Tyler Nigon  39:17  
Yeah, so that's, I guess, future work. So we're not even quite that far yet. I guess, just handling these different data sources and being able to ingest them and working with the farmers to be able to get access to their data. I mean, we didn't even talk about data privacy, but there's a lot of concerns around that as well. But yeah, that is the the goal was to get our database, you know, on the cloud and our software up there where every night for a particular field or you know, 1000s of times within a field, you know, every night you know, check for new data, if there's new data, make new predictions, if there's data that we can train on, retrain the model and getting that in to be an automated flow.
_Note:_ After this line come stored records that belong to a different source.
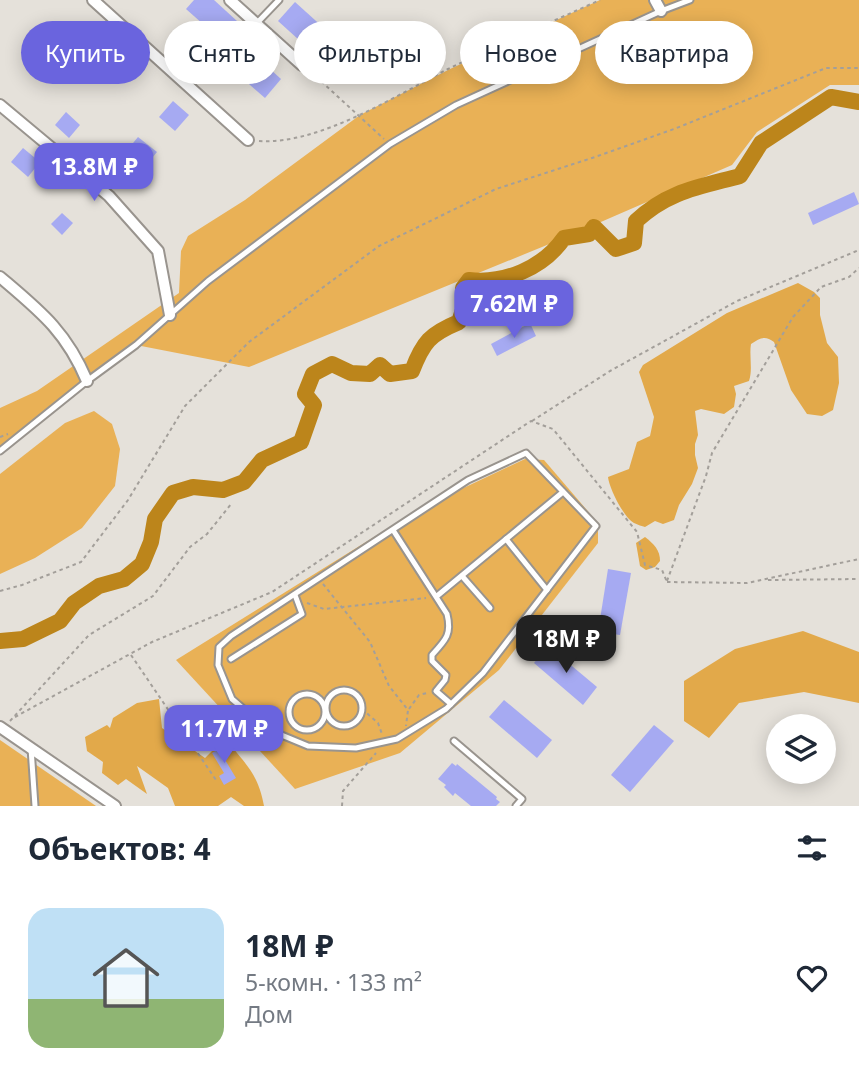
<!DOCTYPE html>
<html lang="ru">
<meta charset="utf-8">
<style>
body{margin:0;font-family:"Noto Sans",sans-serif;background:#f2f2f3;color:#1f2937;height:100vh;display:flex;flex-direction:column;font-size:26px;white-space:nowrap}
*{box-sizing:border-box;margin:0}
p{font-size:23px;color:#747a83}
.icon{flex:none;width:38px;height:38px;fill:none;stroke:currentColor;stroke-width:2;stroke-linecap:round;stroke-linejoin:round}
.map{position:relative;height:806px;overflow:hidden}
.panel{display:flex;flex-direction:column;background:#fff;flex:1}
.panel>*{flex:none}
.banner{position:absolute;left:21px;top:21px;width:817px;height:63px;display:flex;gap:14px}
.buttons{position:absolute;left:766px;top:714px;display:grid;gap:14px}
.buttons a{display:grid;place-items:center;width:70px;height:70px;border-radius:50%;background:#fff;box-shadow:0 4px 18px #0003;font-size:35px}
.price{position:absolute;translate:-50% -60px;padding:0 16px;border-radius:14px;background:#6a64de;color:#fff;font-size:23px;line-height:46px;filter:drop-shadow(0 2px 4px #0008)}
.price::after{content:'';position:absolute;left:50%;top:42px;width:21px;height:16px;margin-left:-10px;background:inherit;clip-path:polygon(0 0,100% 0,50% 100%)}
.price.on{background:#222;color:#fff}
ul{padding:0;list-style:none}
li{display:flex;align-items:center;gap:21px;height:175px;padding:0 28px}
li span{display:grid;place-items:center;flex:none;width:196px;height:140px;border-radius:21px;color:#555}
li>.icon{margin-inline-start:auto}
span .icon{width:84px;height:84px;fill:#fffc;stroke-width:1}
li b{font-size:30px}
h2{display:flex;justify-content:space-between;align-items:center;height:84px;padding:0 28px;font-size:30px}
.tag{padding:0 24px;border-radius:32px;background:#fff;box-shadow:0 4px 18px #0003;font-size:24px;line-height:63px}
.tag.on{background:#6a64de;color:#fff}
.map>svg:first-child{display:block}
</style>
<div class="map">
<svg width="859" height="806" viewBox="0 0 859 806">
<rect width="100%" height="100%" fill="#e5e1da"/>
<g fill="#e9b156">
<polygon points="600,0 859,0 859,85 830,85 757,132 732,165 564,238 249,367 136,345 0,451 0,408 37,391 179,293 181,251 188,236 245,200 360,115 450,69"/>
<polygon points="94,411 112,424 120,449 115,486 82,528 35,558 0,574 0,474 65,423"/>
<polygon points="525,459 544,460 598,523 598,543 499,670 400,753 295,789 176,660 419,509"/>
<polygon points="0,740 96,806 0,806"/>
</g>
<g fill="#e2a94a">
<path d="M798,283L814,292L820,298V315L827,343L838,357L839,383L833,410L822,416L807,414L791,390L774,342C765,335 760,338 751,344C749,356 753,369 749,381L734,386L736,394L734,407L724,414L701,409L695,411L698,435L695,444V455L698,468L692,484L679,505L674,520L663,524L655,521L645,527C642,526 638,525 634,523C624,518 609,488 608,477L629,469L637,442L650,436L654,417L639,372L643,365L727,313Z"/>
<path d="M645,537C654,544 660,550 660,561L655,567L646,570L640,566L636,543Z"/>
<polygon points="803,631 859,652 859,703 804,692 739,703 709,738 684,721 684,681 735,649"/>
<path d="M159,699L162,728L205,758L218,745L231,746C249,767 259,778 264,806H244L231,797L218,806H175L168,788L137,766L147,794L126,779L118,785L102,773L103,762L87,751L85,737L107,725L110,728L113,718L137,703Z"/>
</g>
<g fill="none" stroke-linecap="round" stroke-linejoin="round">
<path stroke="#bc851b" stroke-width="16" d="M0,641L23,639L60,621L74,603L99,586L124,579L142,564L151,542L155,519L173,493L193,487L223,490L244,482L262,460L301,442L314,405L305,394L313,374L332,364L351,373L370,374L380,365L390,374L412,371C423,342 430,334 459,322L464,307L474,297L463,288L469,280C505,284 543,268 564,238L589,234L594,227L616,249L634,243L636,221C668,191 699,187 740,176L761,143L831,97L859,102"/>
</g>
<g fill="#a6aaf2">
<polygon points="194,0 214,0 237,21 221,40 186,9"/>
<polygon points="295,2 326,30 309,49 278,21"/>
<polygon points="250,51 281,79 265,98 233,70"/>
<polygon points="173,101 189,115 175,131 159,117"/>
<polygon points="66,112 80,125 69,138 55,125"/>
<polygon points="138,137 157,152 142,170 124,154"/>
<polygon points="23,148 40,162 28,177 11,162"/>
<polygon points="854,192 859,204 813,225 808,213"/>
<polygon points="62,213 73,223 62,235 51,224"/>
<polygon points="530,323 536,336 497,356 491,344"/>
<polygon points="608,569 631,573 620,635 598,632"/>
<polygon points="548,646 597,687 583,705 534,663"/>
<polygon points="504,700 552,740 537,758 489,717"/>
<polygon points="654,725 674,741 630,792 611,775"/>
<polygon points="224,746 230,755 224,758 236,778 224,785 219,776 224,773 212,753"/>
<polygon points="452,763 456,766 457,764 497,797 496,799 500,802 496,806 471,806 455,793 453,796 444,787 446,785 438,779"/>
</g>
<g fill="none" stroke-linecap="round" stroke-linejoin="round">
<g stroke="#99948e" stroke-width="9">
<g id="lane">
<polyline points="257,23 279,0"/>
<polyline points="0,451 87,381 136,345 208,281 390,144 456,105 661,11 690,0"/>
<polygon points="526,453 596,526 483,673 446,709 397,739 356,748 308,746 267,729 232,699 218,665 219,647 231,636 468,480"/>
<path d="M393,530L447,614C452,634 446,640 432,655V661L446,675L445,680L436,691L451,704"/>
<polyline points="506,539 547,590"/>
<polyline points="462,576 490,608"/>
<polyline points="437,596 563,492"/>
<polyline points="231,659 302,614 295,595"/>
<circle cx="344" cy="708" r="18"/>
<circle cx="307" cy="712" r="18"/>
<polyline points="454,741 522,799 516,806"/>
<polyline points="31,748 35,806"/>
</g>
</g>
<g stroke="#99948e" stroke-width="14">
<g id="street">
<polyline points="93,0 248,140"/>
<polyline points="230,0 302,65"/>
<polyline points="655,0 661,11"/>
<polyline points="0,105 109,196 158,251 170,315"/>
<path d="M0,277C40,311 66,331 87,381"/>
<polyline points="0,727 115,806"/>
</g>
</g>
<g stroke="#a39f9a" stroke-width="2" stroke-dasharray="3.5 3.5" stroke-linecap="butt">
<polyline points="311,72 384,139"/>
<path d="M259,141C319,145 395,96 448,69C498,45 549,23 600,0"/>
<polyline points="532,421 610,371 737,301 859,250"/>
<polyline points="0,437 8,434"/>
<polyline points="768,580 859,579"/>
<polyline points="667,581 706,476 712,453 793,317 821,287 849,277 859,268"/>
<polyline points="667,582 747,583 859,559"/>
<polyline points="323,584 370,642 389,686 408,710 406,726"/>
<polyline points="0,591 22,585 81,562 128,500 185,406 249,342 379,246 496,189 595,157 674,129 826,68 859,68"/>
<polyline points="307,603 324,609 426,598"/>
<polyline points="131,655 216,780"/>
<polyline points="362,709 378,723 382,734"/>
<polyline points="409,709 419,695 427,693"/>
<polyline points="15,717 152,642 272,592 531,421 553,429 637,532 645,565 662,570 667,582"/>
<polyline points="10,721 89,635 153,596 190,547 207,534 232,503"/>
<polyline points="342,806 343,791 376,753"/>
</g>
<use href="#lane" stroke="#fff" stroke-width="5"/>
<use href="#street" stroke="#fff" stroke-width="10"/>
</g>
</svg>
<div class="buttons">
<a><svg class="icon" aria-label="layers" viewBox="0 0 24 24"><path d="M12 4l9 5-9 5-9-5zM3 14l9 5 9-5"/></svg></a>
</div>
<b class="price" style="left:94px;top:203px">13.8M ₽</b>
<b class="price" style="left:514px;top:340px">7.62M ₽</b>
<b class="price on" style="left:566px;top:675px">18M ₽</b>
<b class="price" style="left:224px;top:765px">11.7M ₽</b>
<div class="banner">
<a class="tag on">Купить</a>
<a class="tag">Снять</a>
<a class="tag">Фильтры</a>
<a class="tag">Новое</a>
<a class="tag">Квартира</a>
</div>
</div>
<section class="panel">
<h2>Объектов: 4<svg class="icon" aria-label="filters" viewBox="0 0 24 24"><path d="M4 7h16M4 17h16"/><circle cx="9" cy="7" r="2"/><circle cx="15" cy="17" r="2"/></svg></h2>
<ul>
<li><span style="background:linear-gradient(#bfe0f5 65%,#8fb573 0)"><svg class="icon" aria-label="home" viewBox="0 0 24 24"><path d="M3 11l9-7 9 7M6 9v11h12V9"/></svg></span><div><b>18M ₽</b><p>5-комн. · 133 m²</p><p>Дом</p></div><svg class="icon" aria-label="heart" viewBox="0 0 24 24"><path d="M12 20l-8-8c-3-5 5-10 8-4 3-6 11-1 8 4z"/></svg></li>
</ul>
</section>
I think is probably the only answer to some of these agricultural problems, because of the specificity of the soils, the climate, the environment, you know, even on one farm, you know, if we go from one field to the next, it's a completely different ballgame. So if we have one model that works, and field a, it's not not guaranteed to do all that well on field B, even though they might be across the road from each other.